Higher education was to blame, said Powell, as:
‘The campus is the single most dynamic source…. Every major college is graduating scores of bright young men … who despise the American political and economic system…. They seek employment in… the business system they do not believe in.’
The Chamber of Commerce, he urged, should establish a special staff ‘to address the campus origin of this hostility' and the staff should comprise:
...highly qualified scholars in the social sciences who do believe in the system… [and] advocates from the top echelons of American business. [They] should evaluate social science textbooks… toward restoring the balance… publish…. a steady flow of scholarly articles… insist upon equal time on the college speaking circuit. The counterattack should first target college level, including Graduate Schools of Business, but also create programs tailored to the high schools.
As with textbooks,
...the national television networks… should be kept under constant surveillance…. Complaints… should be made promptly and strongly…. Forum-type programs [should] afford at least as much opportunity for supporters of the American system… as for those who attack it... In terms of political influence the American business executive is truly the forgotten man…. Regulation and control… have seriously impaired the freedom of both business and labour.
The first step should be a thorough study.
David Rockefeller, CEO and Chairman of Chase Manhattan Bank and billionaire grandson of John D Rockefeller, agreed with Powell. A thorough study was needed. But who were the right people to carry it out?
The Trilateral Commission of 'private citizens'
After World War II, [America] was governed by the president acting with the support and cooperation of… the private sector’s establishment...
...Truman… went to the existing sources of power… to get the help he needed in ruling the country…. [In the 60s] this was no longer possible.
~ Samuel P Huntington, 1975
In 1973, David Rockefeller founded the Trilateral Commission, a self-described group of "private citizens" of Western Europe, Japan and North America. It commissioned Harvard centre director, Samuel P Huntington, to co-author a joint U.S.-Europe-Japan commissioned report, entitled, 'The crisis of democracy: Report on the governability of democracies to the Trilateral Commission'.
The report stressed the threat to governability from ‘an excess of democracy’, especially in higher education. Too many previously apathetic voters had been educated out of their apathy. Well known for his racist and supremacist views, Huntington had theorised a ‘hierarchy of civilisations’ headed by the ‘Christian bloc'.
He asked rhetorically:
'Would America be the America it is today if… it had been settled not by British Protestants but by French, Spanish, or Portuguese Catholics? It would not be America; it would be Quebec, Mexico, or Brazil’.
The Trilateral report: The crisis of democracy
The 1960s’ ‘democratic surge’, said the report, had incited demands from the undeserving:
'Citizen participation [saw] markedly higher levels of self-consciousness on the part of blacks, Indians, Chicanos, white ethnic groups, students, and women… [claiming] opportunities, positions, rewards, and privileges, which they had not considered themselves entitled to before.’

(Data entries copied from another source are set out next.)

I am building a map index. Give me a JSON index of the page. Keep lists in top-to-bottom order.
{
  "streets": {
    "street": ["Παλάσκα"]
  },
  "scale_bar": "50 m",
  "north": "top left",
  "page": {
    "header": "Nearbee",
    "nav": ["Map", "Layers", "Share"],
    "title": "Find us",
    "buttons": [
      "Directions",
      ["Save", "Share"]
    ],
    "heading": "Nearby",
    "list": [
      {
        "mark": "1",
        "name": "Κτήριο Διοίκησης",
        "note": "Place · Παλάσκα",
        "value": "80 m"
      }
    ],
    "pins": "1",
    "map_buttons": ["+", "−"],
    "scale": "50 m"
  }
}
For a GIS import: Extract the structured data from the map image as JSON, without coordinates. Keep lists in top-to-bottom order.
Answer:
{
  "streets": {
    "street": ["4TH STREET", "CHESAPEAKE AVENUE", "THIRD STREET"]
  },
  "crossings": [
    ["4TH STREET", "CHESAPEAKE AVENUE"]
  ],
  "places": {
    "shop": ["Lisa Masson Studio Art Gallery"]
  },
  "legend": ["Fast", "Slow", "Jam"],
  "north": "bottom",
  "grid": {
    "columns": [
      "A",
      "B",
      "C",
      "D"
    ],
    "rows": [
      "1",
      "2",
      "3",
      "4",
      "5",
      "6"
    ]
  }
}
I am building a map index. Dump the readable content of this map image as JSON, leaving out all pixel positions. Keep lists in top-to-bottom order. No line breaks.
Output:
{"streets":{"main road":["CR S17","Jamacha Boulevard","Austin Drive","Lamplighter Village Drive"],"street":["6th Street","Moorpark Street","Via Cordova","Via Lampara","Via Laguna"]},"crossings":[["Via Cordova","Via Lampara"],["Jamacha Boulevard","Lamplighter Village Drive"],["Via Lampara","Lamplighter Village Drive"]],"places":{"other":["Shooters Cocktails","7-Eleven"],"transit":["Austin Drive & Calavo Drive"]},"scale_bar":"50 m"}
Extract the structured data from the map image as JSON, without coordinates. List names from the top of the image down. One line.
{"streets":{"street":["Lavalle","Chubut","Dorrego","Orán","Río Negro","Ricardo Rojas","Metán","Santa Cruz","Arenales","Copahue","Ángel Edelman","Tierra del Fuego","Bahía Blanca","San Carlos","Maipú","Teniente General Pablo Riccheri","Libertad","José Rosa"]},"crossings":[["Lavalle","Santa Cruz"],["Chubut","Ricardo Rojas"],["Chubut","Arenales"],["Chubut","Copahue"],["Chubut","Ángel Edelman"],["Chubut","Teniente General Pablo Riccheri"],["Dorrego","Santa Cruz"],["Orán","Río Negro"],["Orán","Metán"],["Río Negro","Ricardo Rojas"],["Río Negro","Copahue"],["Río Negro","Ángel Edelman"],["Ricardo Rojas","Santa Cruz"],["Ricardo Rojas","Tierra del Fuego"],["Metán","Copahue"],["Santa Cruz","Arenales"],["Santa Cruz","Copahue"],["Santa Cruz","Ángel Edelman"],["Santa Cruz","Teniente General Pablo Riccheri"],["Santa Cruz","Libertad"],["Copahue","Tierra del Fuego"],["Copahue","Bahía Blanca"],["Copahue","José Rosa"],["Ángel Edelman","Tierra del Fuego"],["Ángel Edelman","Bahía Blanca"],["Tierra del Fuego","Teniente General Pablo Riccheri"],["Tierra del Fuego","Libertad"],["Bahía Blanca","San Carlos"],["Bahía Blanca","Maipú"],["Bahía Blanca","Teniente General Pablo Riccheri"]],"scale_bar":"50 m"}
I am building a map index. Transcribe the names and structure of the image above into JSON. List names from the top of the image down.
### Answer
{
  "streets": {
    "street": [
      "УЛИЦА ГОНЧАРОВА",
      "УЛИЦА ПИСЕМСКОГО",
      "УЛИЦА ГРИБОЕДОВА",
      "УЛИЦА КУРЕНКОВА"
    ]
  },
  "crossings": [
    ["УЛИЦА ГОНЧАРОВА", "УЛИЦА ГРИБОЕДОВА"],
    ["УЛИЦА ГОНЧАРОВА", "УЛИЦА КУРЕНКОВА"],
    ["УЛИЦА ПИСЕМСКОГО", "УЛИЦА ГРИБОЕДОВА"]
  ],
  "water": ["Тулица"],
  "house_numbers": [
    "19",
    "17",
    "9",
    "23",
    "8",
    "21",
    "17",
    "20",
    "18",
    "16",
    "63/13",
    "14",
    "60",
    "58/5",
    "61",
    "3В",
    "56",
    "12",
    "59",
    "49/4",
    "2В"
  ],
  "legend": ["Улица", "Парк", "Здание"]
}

The ‘excess of democracy’ challenged:
‘existing systems of authority, public and private… People no longer felt the same compulsion to obey those whom they had previously considered superior to themselves in age, rank, status, expertise (p. 74)…. the authority of wealth was challenged and successful efforts made… to limit its influence’.
Huntington went to great pains to explain that a large degree of non-involvement among marginal groups is required if democracy is to function:
‘A democratic political system usually requires some measure of apathy and non-involvement on the part of… a marginal population…. inherently undemocratic, [it nevertheless enables] democracy to function effectively. Marginal social groups, as in the case of the blacks, are now becoming full participants. Yet the danger of overloading the political system with demands… remains.’
To save democracy, said the report, democracy must be limited. The ‘excess of democracy’ must give way to ‘desirable limits to [its] extension’. A better balance must be struck between government and the "oppositional" force of the media. First-Amendment protection of the media should be re-evaluated in the ‘broader interests of society and government’. The government’s ‘right and ability to withhold information at the source’ should be exercised and, in the absence of voluntary journalistic restraint, ‘the alternative could well be regulation by the government’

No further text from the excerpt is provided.